Jewel Staite is the name


By Lee Jamilkowski (Ljamilkowski) on Thursday, March 22, 2001 - 9:13 pm:

Ah, I thought I recognized her. She was on an old Canadian show during her late elementary/early junior high years whic hnow reruns on The Disney Channel. The series was called Flash Forward (she coostarred with Ben Foster who is now in the film Get Over It). In the series, as the two youngsters proceeded through life, they could occassionaly stop the action and do self-reflexivity.

She has really grown up over the past few years, evidently.


By Lee Jamilkowski (Ljamilkowski) on Friday, March 23, 2001 - 2:35 pm:

I heard a nitpick on alt.tv.sevendays that I found interesting, and we should have picked up on. Parker's bag of equipment which Backstepped had the key in it. Yet, when the key broke later, there was a duplicate... but that couldn't have been the original key, because everyhting that Backsteps replaces the original, as we know from not having hundreds of Parkers running around or hundreds of Spheres at the hanger.

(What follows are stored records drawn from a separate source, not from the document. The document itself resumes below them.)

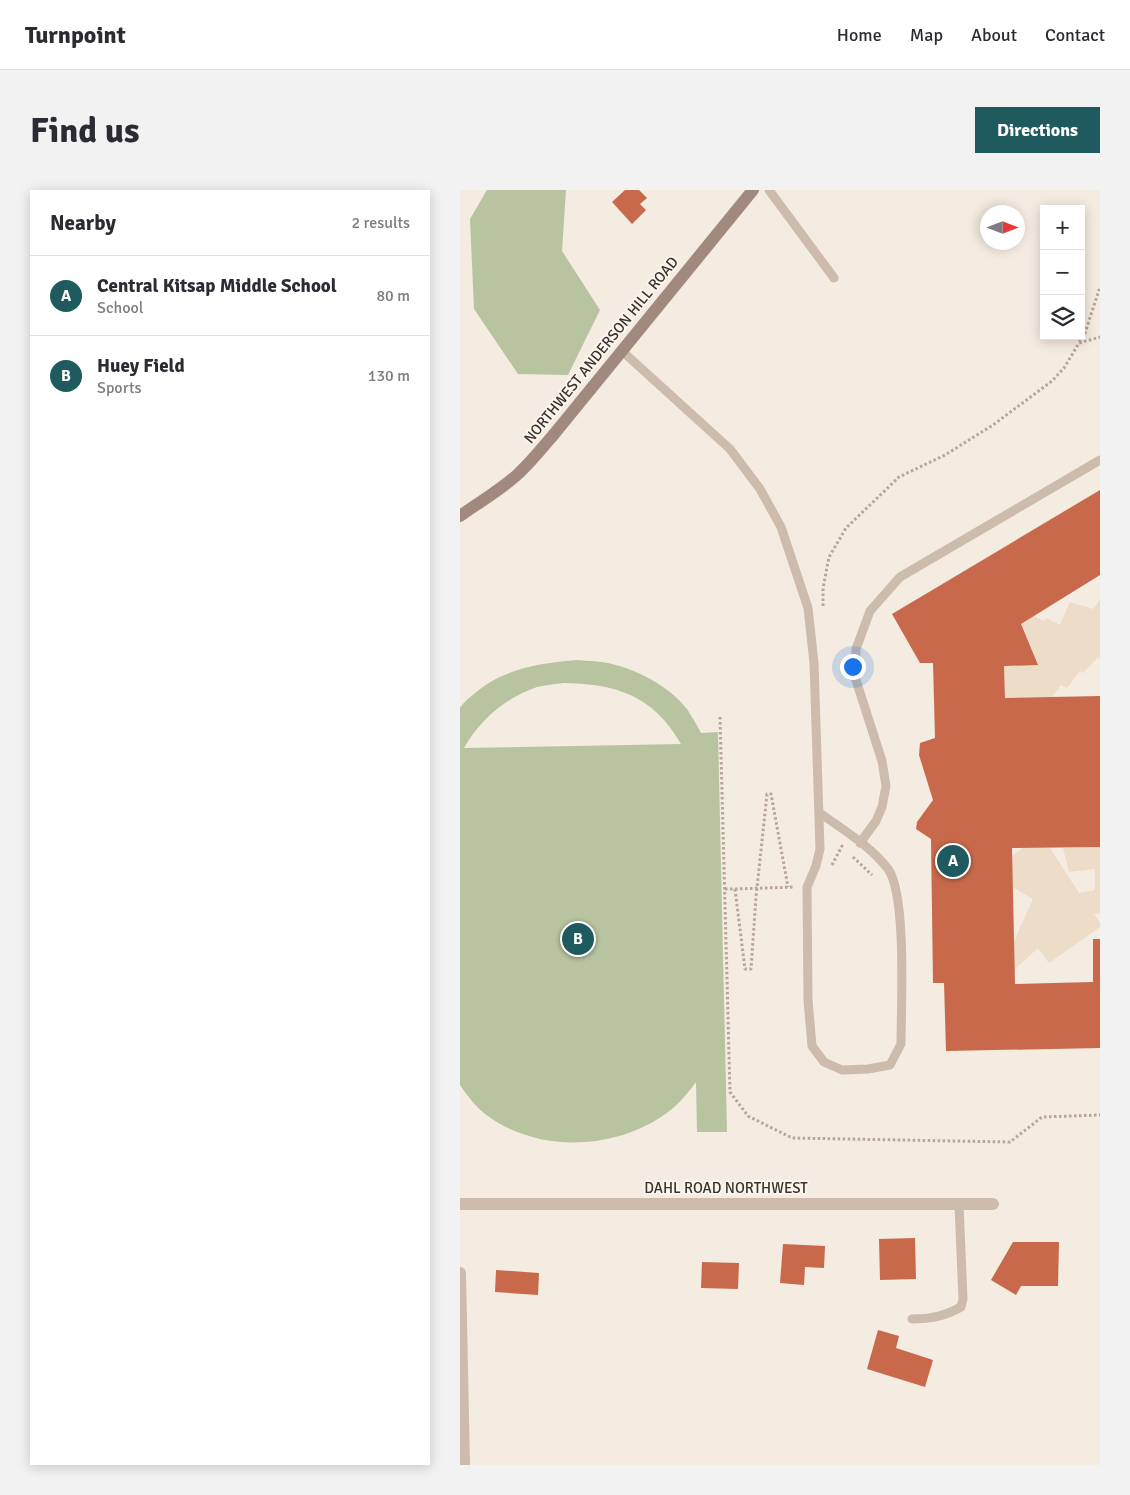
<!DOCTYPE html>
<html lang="en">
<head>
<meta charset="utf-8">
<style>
	body { margin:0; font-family:Signika,sans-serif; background:#f2f2f3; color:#2b2b33 }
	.controls { position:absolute; right:15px; top:15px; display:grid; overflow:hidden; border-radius:0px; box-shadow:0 2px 12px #0003 }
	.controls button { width:45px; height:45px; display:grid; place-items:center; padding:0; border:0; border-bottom:1px solid #e1e1e2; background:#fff; color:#2b2b33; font:25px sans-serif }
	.compass { position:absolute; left:520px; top:15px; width:45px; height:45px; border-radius:50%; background:#fff; box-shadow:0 2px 12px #0003; rotate:90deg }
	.you { position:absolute; left:392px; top:476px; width:18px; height:18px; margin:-12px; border:4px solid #fff; border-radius:50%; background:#1a73e8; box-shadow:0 0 0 8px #1a73e833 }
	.badge { display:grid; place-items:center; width:32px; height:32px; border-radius:50%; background:#1f5a5e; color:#fff; font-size:16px; font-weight:700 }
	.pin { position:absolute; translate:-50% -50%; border:2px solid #fff; box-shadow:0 1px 5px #0006 }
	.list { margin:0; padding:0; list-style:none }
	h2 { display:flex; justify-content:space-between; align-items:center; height:65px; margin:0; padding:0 20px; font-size:21px }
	h2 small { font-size:16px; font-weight:400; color:#7c7c81 }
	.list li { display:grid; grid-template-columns:32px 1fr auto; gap:15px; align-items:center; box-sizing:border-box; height:80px; padding:0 20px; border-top:1px solid #e1e1e2 }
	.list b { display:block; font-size:19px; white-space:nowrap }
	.list p { margin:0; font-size:16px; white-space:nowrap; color:#7c7c81 }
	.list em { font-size:16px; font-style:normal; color:#7c7c81 }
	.icon { flex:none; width:28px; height:28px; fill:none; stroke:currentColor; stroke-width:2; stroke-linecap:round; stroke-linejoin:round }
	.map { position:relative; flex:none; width:640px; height:1275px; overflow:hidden; border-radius:0px }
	header { display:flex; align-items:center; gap:30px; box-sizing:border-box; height:70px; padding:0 25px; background:#fff; border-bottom:1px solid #e1e1e2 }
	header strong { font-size:24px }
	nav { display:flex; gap:28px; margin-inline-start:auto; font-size:18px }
	.intro { display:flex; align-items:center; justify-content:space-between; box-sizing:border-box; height:120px; padding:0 30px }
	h1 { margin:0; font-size:35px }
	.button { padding:12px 22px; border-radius:0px; background:#1f5a5e; color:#fff; font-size:18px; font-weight:700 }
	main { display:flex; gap:30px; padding:0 30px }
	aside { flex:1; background:#fff; border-radius:0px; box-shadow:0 2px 12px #0003 }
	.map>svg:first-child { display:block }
</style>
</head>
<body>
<header>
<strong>Turnpoint</strong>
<nav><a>Home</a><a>Map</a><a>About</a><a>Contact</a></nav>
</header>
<div class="intro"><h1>Find us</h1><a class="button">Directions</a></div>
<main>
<aside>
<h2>Nearby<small>2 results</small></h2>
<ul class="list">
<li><span class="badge">A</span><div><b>Central Kitsap Middle School</b><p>School</p></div><em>80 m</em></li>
<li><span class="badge">B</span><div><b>Huey Field</b><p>Sports</p></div><em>130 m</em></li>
</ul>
</aside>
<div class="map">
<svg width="640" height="1275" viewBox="0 0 640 1275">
	<rect width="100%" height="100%" fill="#f4ebe1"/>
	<!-- green -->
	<path fill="#b8c4a0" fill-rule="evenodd" d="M27,0H106L102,61L140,120L108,185L58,184L14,119L10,29Z
		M117,470C128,471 141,471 152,474C178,480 210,497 227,519C232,527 237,535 241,543L258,542L267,942H237L236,892C226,906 215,918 201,927C149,961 75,962 25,924C15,916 7,905 0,895V518C4,512 9,508 14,504C43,479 79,473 117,470ZM104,493C156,494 193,505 221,554L4,558C20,530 45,508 77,497C85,495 95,494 104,493Z"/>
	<!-- plaza -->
	<path fill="#ecdcc8" d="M640,410V469L638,467L623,483L620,481L607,498L601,495L592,507L545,508L543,447L574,426L584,431L586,428L600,435L610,412L633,419Z
		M640,657V723L634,724L640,733V737L589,773L578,758L554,780V751L573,709L552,697V666L563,658H590L619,703L635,700V679L609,682L603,658Z"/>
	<!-- building -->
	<path fill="#c8694b" d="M165,0H179L187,8L180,14L186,20L172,34L152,12Z
		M640,300V385L561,434L578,475L544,476L545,508L640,506V657L552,658L555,794L633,792V749H640V858L486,861L484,793H473L471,649L456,639L457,632L473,610L459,565L460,553L475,548L473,473H460L432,424Z
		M455,1048L456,1089L420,1090L419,1049Z
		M553,1052H599L598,1096H561L556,1105L531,1090Z
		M323,1054L365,1056L364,1078L345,1077L344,1095L320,1093Z
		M242,1072L279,1073L278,1099L241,1098Z
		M36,1080L79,1083L78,1105L35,1102Z
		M418,1140L439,1146L436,1158L473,1170L465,1197L407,1179Z"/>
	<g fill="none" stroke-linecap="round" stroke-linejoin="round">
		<!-- path -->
		<path stroke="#b9a596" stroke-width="3" stroke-dasharray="2.5 2.5" stroke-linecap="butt" d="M619,152L624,146L640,97
			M363,416V398L369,367L386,338L439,287L485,265L533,235L592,191L604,178L619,153L640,147
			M260,527L270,902L288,926L332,948L550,952L582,927L640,925
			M393,667L412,685
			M372,675L382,656L383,657
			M265,699H275L285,779H291L296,707L307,604H311L328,697
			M275,699L335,697"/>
		<!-- lane -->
		<path stroke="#cdbbac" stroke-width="9" d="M309,0L374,88
			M162,161L270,259L300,299L321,337L348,418L354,473L360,659L356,676L347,697L348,810L352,856L364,872L382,880L408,879L430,875L441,854C441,818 447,705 428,679C411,656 383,640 360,623
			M400,653L416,631L422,617L426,596L422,571L395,487L396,459L410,421L440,387L640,270
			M452,1129C471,1129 485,1126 501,1117L503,1109L499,1015"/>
		<!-- street -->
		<path stroke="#cdbbac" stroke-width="12" d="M0,1014H533
			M0,1083L4,1275"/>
		<!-- secondary -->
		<path stroke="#a18a7d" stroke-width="12" d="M0,326C19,312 41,300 58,284C71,272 83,257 95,243L293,0"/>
	</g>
	<g text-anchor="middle" stroke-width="4" stroke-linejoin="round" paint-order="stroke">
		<!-- street labels -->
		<g font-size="15" fill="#3b302b" stroke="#fbf5ee">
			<text transform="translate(141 160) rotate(-51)" y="5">NORTHWEST ANDERSON HILL ROAD</text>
			<text x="266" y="1003">DAHL ROAD NORTHWEST</text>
		</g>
	</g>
</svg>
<div class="controls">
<button>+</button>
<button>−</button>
<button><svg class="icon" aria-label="layers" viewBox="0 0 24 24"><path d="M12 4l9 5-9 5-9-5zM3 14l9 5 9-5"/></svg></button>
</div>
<svg class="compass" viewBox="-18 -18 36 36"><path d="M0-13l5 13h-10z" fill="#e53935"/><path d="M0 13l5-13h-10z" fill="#7c7c81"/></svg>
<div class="you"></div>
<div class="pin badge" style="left:493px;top:671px">A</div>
<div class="pin badge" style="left:118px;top:749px">B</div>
</div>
</main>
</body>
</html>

By Hardly Psychic on Saturday, March 24, 2001 - 7:07 am:

I did wonder about that key.

I thought for sure that when the guys were fiddling with earlier that they'd notice the key was gone and that would cause them to do something else and that would have a temporal chain reaction.

But that didn't happen (obviously)


By Lee Jamilkowski (Ljamilkowski) on Saturday, March 24, 2001 - 7:30 pm:

They obviously had a BACKUP backup key. :)

Either that, or God decided to help Frank out of an explosive situation (again) by miracuously giving him another key.


By Electron on Thursday, August 15, 2002 - 1:54 pm:

Nukie was lost in 1954. At this time such a multimegaton warhead would have been much larger and heavier than the handsome one in this episode.